-------- DATA FOR THIS EXERCISE

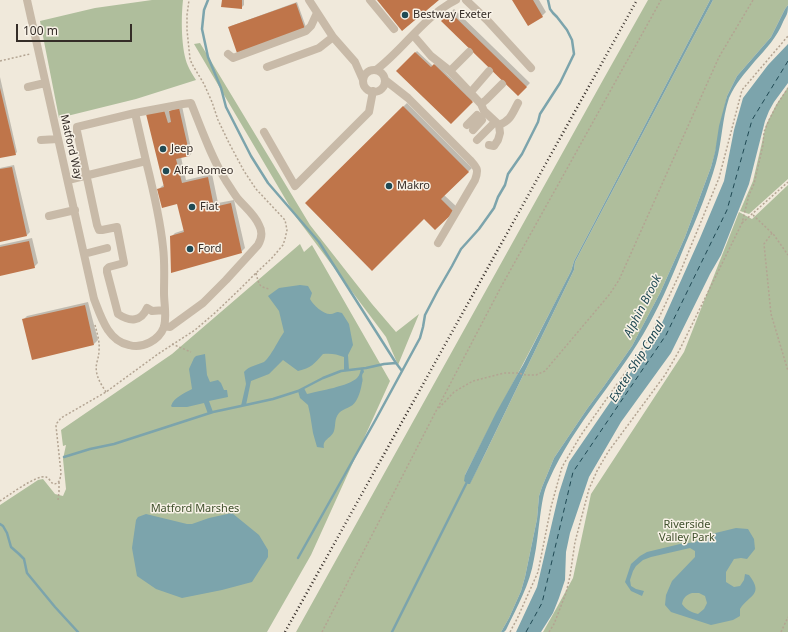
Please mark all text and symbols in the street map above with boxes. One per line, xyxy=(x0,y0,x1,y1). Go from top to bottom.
place label: Bestway Exeter xyxy=(413,8,492,22)
marker: Bestway Exeter xyxy=(400,10,410,20)
scale bar xyxy=(18,16,134,42)
text: 100 m xyxy=(23,22,58,39)
street label: Matford Way xyxy=(57,113,85,181)
place label: Jeep xyxy=(171,142,193,156)
marker: Jeep xyxy=(158,144,168,154)
place label: Alfa Romeo xyxy=(174,164,233,178)
marker: Alfa Romeo xyxy=(161,166,171,176)
place label: Makro xyxy=(397,179,430,193)
marker: Makro xyxy=(384,181,394,191)
place label: Fiat xyxy=(200,200,219,214)
marker: Fiat xyxy=(187,202,197,212)
place label: Ford xyxy=(198,242,221,256)
marker: Ford xyxy=(185,244,195,254)
water label: Alphin Brook xyxy=(621,272,665,340)
water label: Exeter Ship Canal xyxy=(606,319,668,405)
park label: Matford Marshes xyxy=(151,502,239,516)
park label: Riverside Valley Park xyxy=(659,518,715,544)

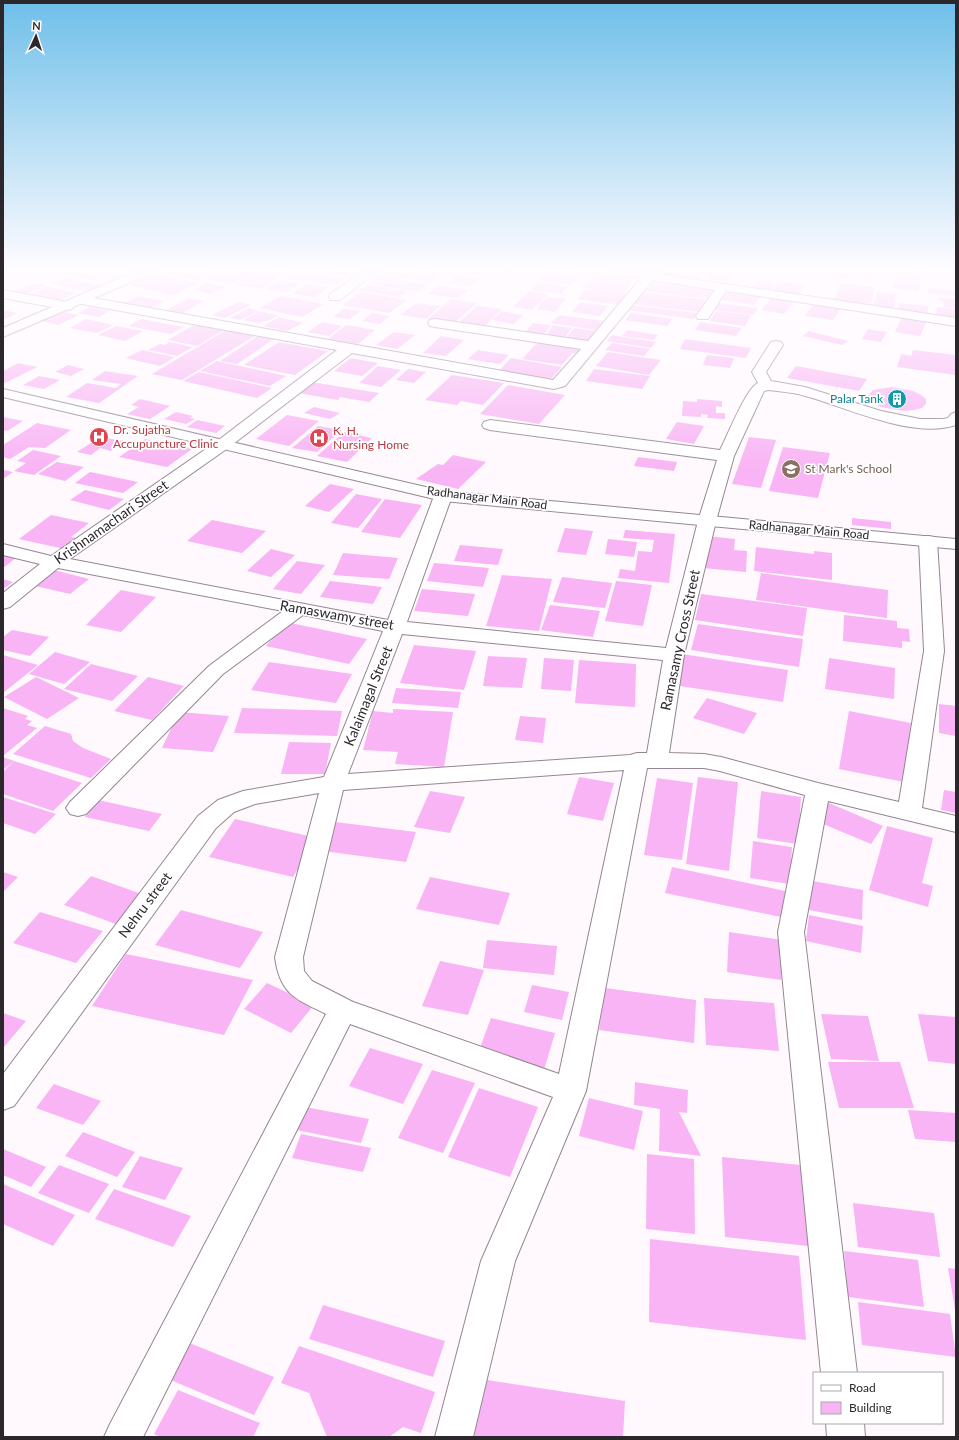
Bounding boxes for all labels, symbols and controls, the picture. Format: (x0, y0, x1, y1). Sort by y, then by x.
north arrow (16, 16, 56, 56)
text: N (32, 19, 41, 32)
building icon: Palar Tank (886, 388, 908, 410)
place label: Palar Tank (830, 391, 884, 406)
place label: Dr. Sujatha Accupuncture Clinic (113, 422, 219, 451)
place label: K. H. Nursing Home (333, 423, 409, 452)
hospital icon: Dr. Sujatha Accupuncture Clinic (88, 426, 110, 448)
hospital icon: K. H. Nursing Home (308, 427, 330, 449)
school or university icon: St Mark's School (780, 458, 802, 480)
place label: St Mark's School (805, 461, 892, 476)
street label: Krishnamachari Street (50, 476, 171, 567)
street label: Radhanagar Main Road (426, 483, 548, 512)
street label: Radhanagar Main Road (748, 517, 870, 542)
street label: Ramasamy Cross Street (656, 568, 703, 712)
street label: Ramaswamy street (279, 596, 395, 633)
street label: Kalaimagal Street (340, 643, 395, 748)
street label: Nehru street (114, 869, 175, 941)
legend (813, 1372, 943, 1424)
text: Road (849, 1380, 876, 1395)
text: Building (849, 1400, 892, 1415)

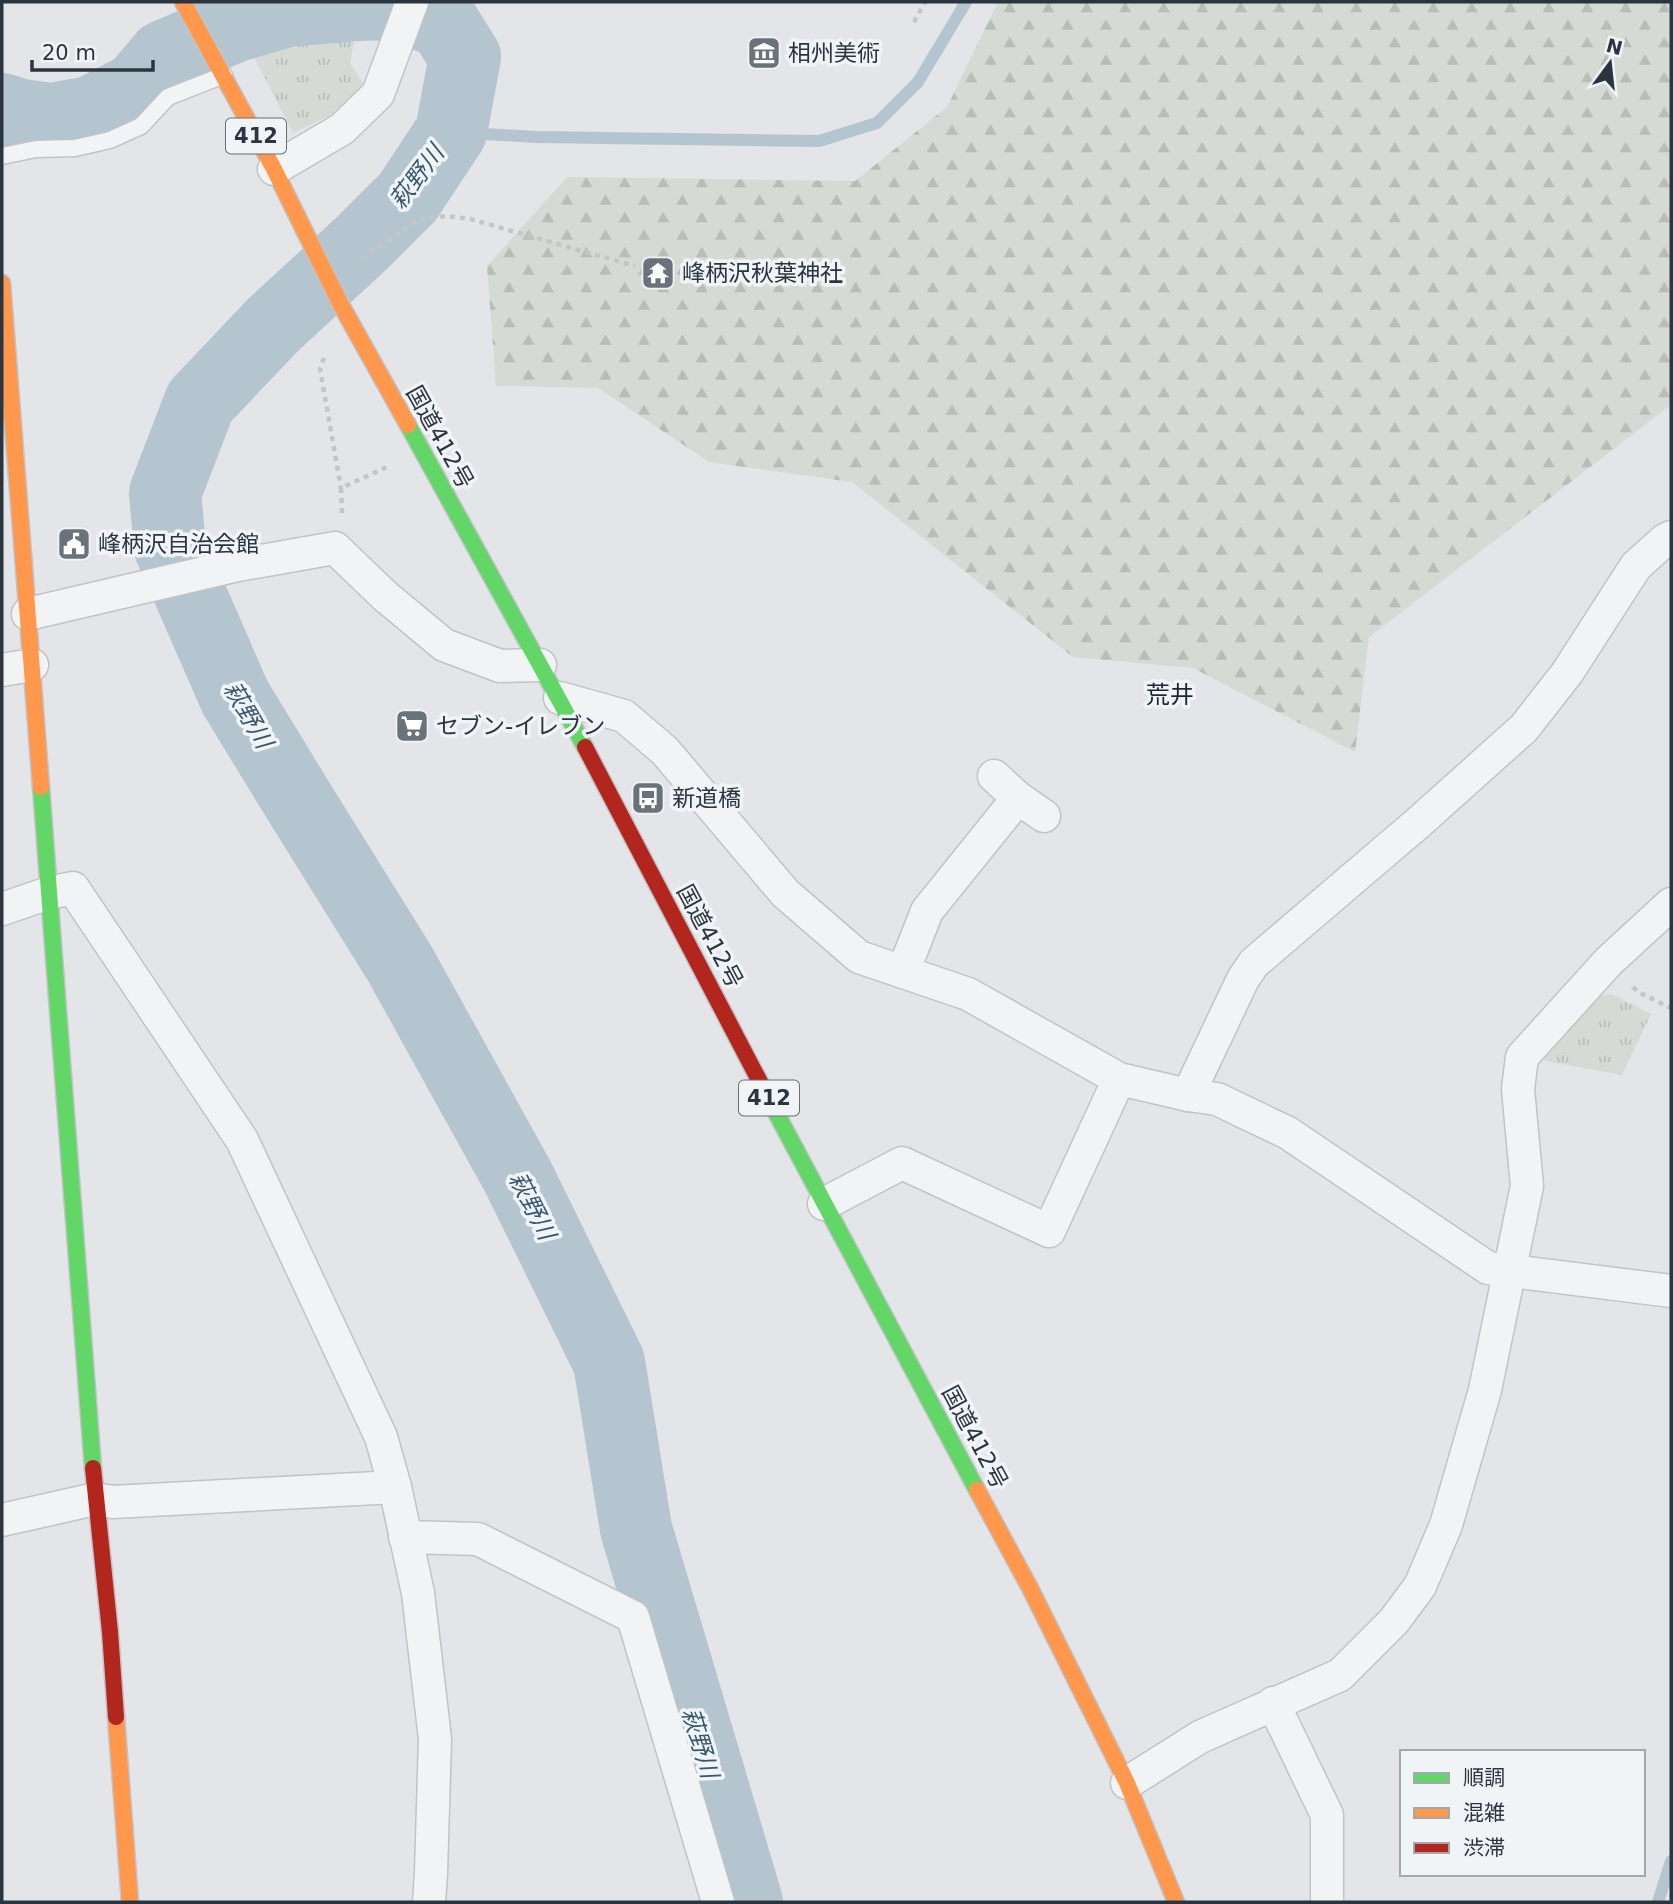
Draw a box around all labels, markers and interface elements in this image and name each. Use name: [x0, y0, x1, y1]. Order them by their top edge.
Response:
scale bar: [32, 28, 152, 72]
north arrow: [1575, 28, 1645, 98]
museum icon: 相州美術: [745, 34, 783, 72]
text: N: [1604, 34, 1625, 59]
place label: 相州美術: [788, 40, 880, 66]
text: 20 m: [42, 41, 96, 65]
road number: 412: [226, 118, 286, 154]
water label: 萩野川: [384, 137, 452, 214]
temple icon: 峰柄沢秋葉神社: [639, 254, 677, 292]
place label: 峰柄沢秋葉神社: [682, 260, 843, 286]
street label: 国道412号: [401, 381, 479, 493]
public building icon: 峰柄沢自治会館: [55, 525, 93, 563]
place label: 峰柄沢自治会館: [98, 531, 259, 557]
water label: 萩野川: [218, 677, 280, 756]
district label: 荒井: [1146, 681, 1194, 709]
supermarket icon: セブン-イレブン: [393, 707, 431, 745]
place label: セブン-イレブン: [436, 713, 605, 739]
bus stop icon: 新道橋: [629, 779, 667, 817]
place label: 新道橋: [672, 785, 741, 811]
street label: 国道412号: [672, 880, 748, 992]
road number: 412: [739, 1080, 799, 1116]
water label: 萩野川: [503, 1168, 562, 1247]
street label: 国道412号: [937, 1381, 1013, 1493]
water label: 萩野川: [676, 1704, 725, 1784]
legend: [1400, 1750, 1645, 1876]
text: 順調: [1463, 1766, 1505, 1790]
text: 混雑: [1463, 1801, 1505, 1825]
text: 渋滞: [1463, 1836, 1505, 1860]

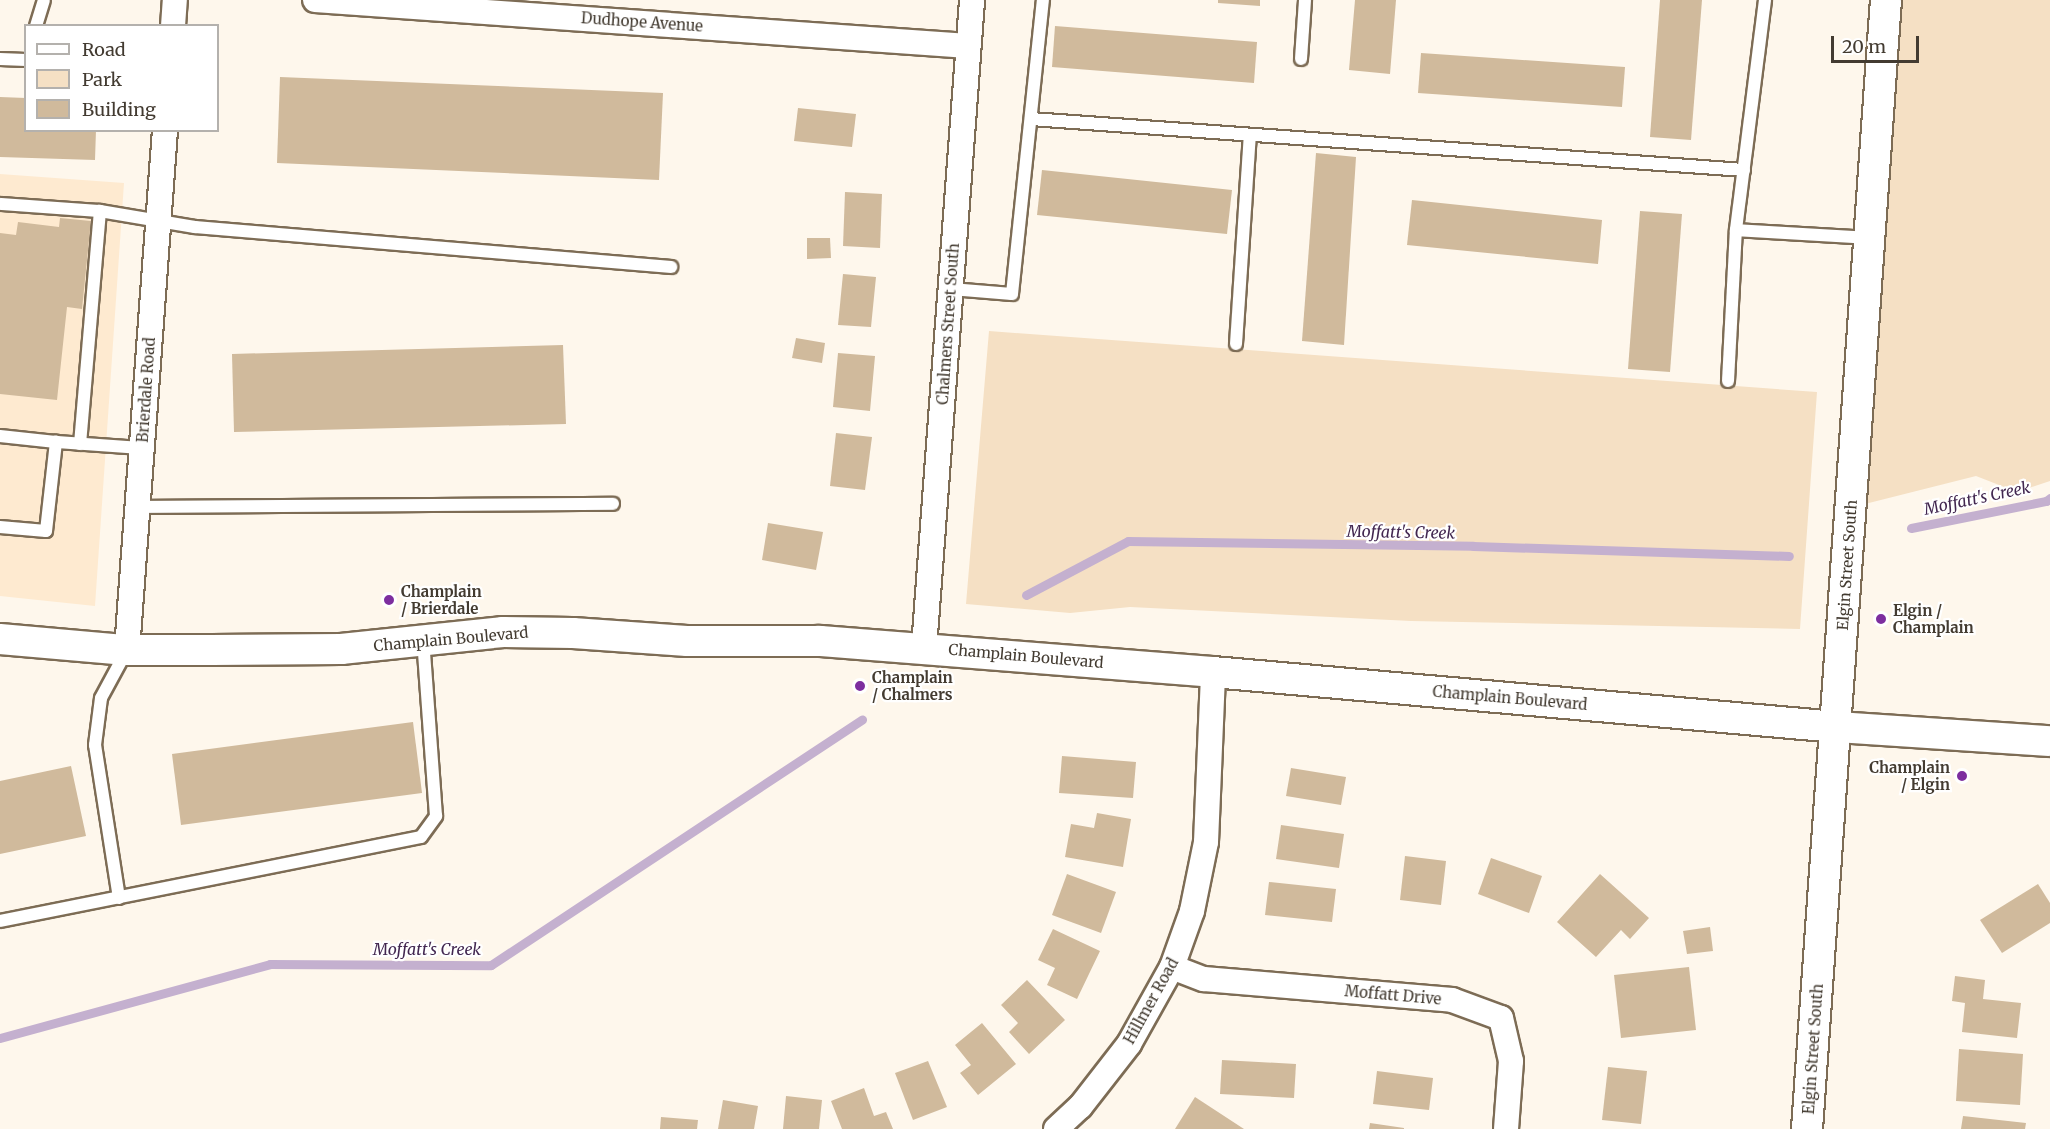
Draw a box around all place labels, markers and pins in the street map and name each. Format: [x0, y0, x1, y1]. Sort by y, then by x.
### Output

----------------

**ACTIVITY**
Give back each line above exactly, with pictures dropped.

**ANSWER TO THE PROBLEM**
Please mark all text and symbols in the street map above with boxes. One per line, xyxy=(x0,y0,x1,y1). Go from top to bottom.
place label: Bestway Exeter xyxy=(413,8,492,22)
marker: Bestway Exeter xyxy=(400,10,410,20)
scale bar xyxy=(18,16,134,42)
text: 100 m xyxy=(23,22,58,39)
street label: Matford Way xyxy=(57,113,85,181)
place label: Jeep xyxy=(171,142,193,156)
marker: Jeep xyxy=(158,144,168,154)
place label: Alfa Romeo xyxy=(174,164,233,178)
marker: Alfa Romeo xyxy=(161,166,171,176)
place label: Makro xyxy=(397,179,430,193)
marker: Makro xyxy=(384,181,394,191)
place label: Fiat xyxy=(200,200,219,214)
marker: Fiat xyxy=(187,202,197,212)
place label: Ford xyxy=(198,242,221,256)
marker: Ford xyxy=(185,244,195,254)
water label: Alphin Brook xyxy=(621,272,665,340)
water label: Exeter Ship Canal xyxy=(606,319,668,405)
park label: Matford Marshes xyxy=(151,502,239,516)
park label: Riverside Valley Park xyxy=(659,518,715,544)

Bounding boxes for all labels, symbols and controls, the picture. Format: (x0, y0, x1, y1). Sort by y, then by x.
north arrow (16, 16, 56, 56)
text: N (32, 19, 41, 32)
building icon: Palar Tank (886, 388, 908, 410)
place label: Palar Tank (830, 391, 884, 406)
place label: Dr. Sujatha Accupuncture Clinic (113, 422, 219, 451)
place label: K. H. Nursing Home (333, 423, 409, 452)
hospital icon: Dr. Sujatha Accupuncture Clinic (88, 426, 110, 448)
hospital icon: K. H. Nursing Home (308, 427, 330, 449)
school or university icon: St Mark's School (780, 458, 802, 480)
place label: St Mark's School (805, 461, 892, 476)
street label: Krishnamachari Street (50, 476, 171, 567)
street label: Radhanagar Main Road (426, 483, 548, 512)
street label: Radhanagar Main Road (748, 517, 870, 542)
street label: Ramasamy Cross Street (656, 568, 703, 712)
street label: Ramaswamy street (279, 596, 395, 633)
street label: Kalaimagal Street (340, 643, 395, 748)
street label: Nehru street (114, 869, 175, 941)
legend (813, 1372, 943, 1424)
text: Road (849, 1380, 876, 1395)
text: Building (849, 1400, 892, 1415)

Draw a box around all labels, markers and interface elements in this image and name each. Use name: [x0, y0, x1, y1]. Order them by their top edge.
Response:
scale bar: [32, 28, 152, 72]
north arrow: [1575, 28, 1645, 98]
museum icon: 相州美術: [745, 34, 783, 72]
text: N: [1604, 34, 1625, 59]
place label: 相州美術: [788, 40, 880, 66]
text: 20 m: [42, 41, 96, 65]
road number: 412: [226, 118, 286, 154]
water label: 萩野川: [384, 137, 452, 214]
temple icon: 峰柄沢秋葉神社: [639, 254, 677, 292]
place label: 峰柄沢秋葉神社: [682, 260, 843, 286]
street label: 国道412号: [401, 381, 479, 493]
public building icon: 峰柄沢自治会館: [55, 525, 93, 563]
place label: 峰柄沢自治会館: [98, 531, 259, 557]
water label: 萩野川: [218, 677, 280, 756]
district label: 荒井: [1146, 681, 1194, 709]
supermarket icon: セブン-イレブン: [393, 707, 431, 745]
place label: セブン-イレブン: [436, 713, 605, 739]
bus stop icon: 新道橋: [629, 779, 667, 817]
place label: 新道橋: [672, 785, 741, 811]
street label: 国道412号: [672, 880, 748, 992]
road number: 412: [739, 1080, 799, 1116]
water label: 萩野川: [503, 1168, 562, 1247]
street label: 国道412号: [937, 1381, 1013, 1493]
water label: 萩野川: [676, 1704, 725, 1784]
legend: [1400, 1750, 1645, 1876]
text: 順調: [1463, 1766, 1505, 1790]
text: 混雑: [1463, 1801, 1505, 1825]
text: 渋滞: [1463, 1836, 1505, 1860]

Draw a box around all place labels, markers and pins in the street map and name each. Format: [x0, y0, x1, y1]. Sort by y, then by x.
### Output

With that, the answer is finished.